Saved entries:

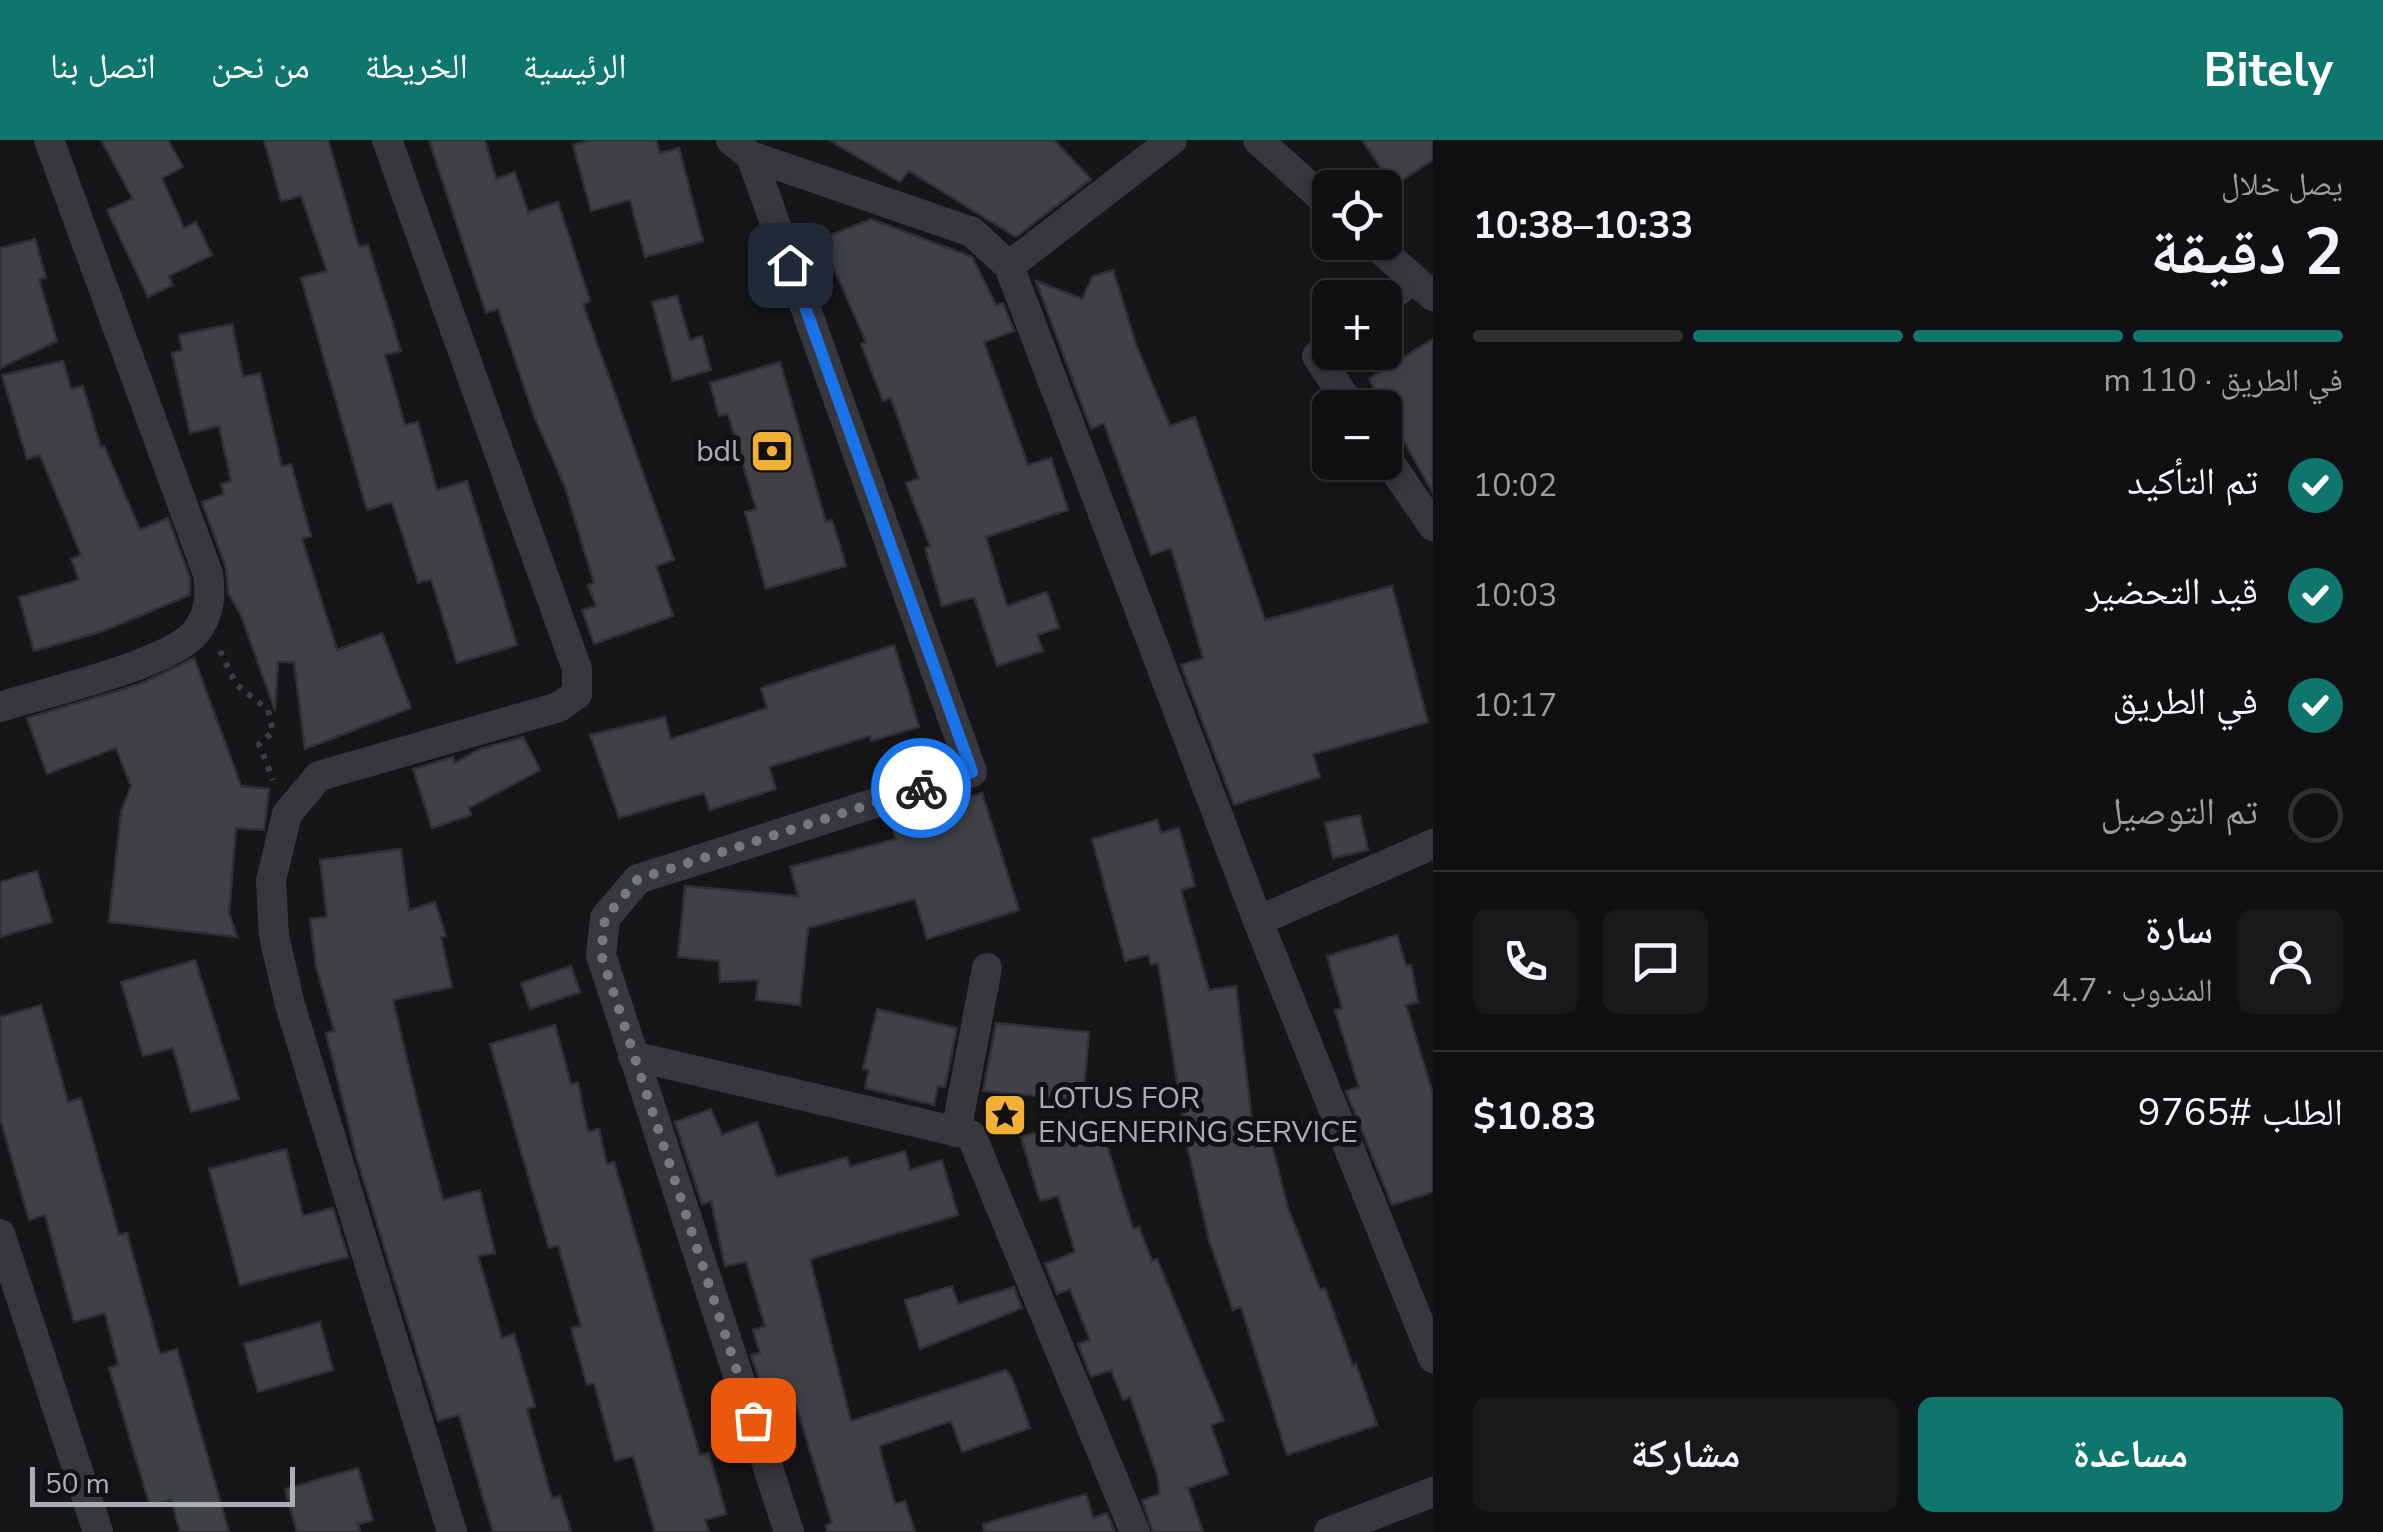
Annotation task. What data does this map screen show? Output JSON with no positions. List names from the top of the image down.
{
  "places": {
    "bank": ["bdl"],
    "place": ["LOTUS FOR ENGENERING SERVICE"]
  },
  "scale_bar": "50 m",
  "page": {
    "header": "Bitely",
    "nav": [
      "الرئيسية",
      "الخريطة",
      "من نحن",
      "اتصل بنا"
    ],
    "heading": ["2 دقيقة", "يصل خلال", "10:33–10:38"],
    "panel": [
      "سارة",
      "المندوب · 4.7",
      "الطلب #9765",
      "$10.83"
    ],
    "map_buttons": ["+", "−"],
    "bar": "في الطريق · 110 m",
    "list": [
      ["تم التأكيد", "10:02"],
      ["قيد التحضير", "10:03"],
      ["في الطريق", "10:17"],
      "تم التوصيل"
    ],
    "buttons": ["مساعدة", "مشاركة"],
    "scale": "50 m"
  }
}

WHAT TO PRODUCE – Omit each image and transcribe the remaining records word for word.

RESPONSE AREA –
Annotation task. What data does this map screen show? Output JSON with no positions. List names from the top of the image down.
{
  "places": {
    "bank": ["bdl"],
    "place": ["LOTUS FOR ENGENERING SERVICE"]
  },
  "scale_bar": "50 m",
  "page": {
    "header": "Bitely",
    "nav": [
      "الرئيسية",
      "الخريطة",
      "من نحن",
      "اتصل بنا"
    ],
    "heading": ["2 دقيقة", "يصل خلال", "10:33–10:38"],
    "panel": [
      "سارة",
      "المندوب · 4.7",
      "الطلب #9765",
      "$10.83"
    ],
    "map_buttons": ["+", "−"],
    "bar": "في الطريق · 110 m",
    "list": [
      ["تم التأكيد", "10:02"],
      ["قيد التحضير", "10:03"],
      ["في الطريق", "10:17"],
      "تم التوصيل"
    ],
    "buttons": ["مساعدة", "مشاركة"],
    "scale": "50 m"
  }
}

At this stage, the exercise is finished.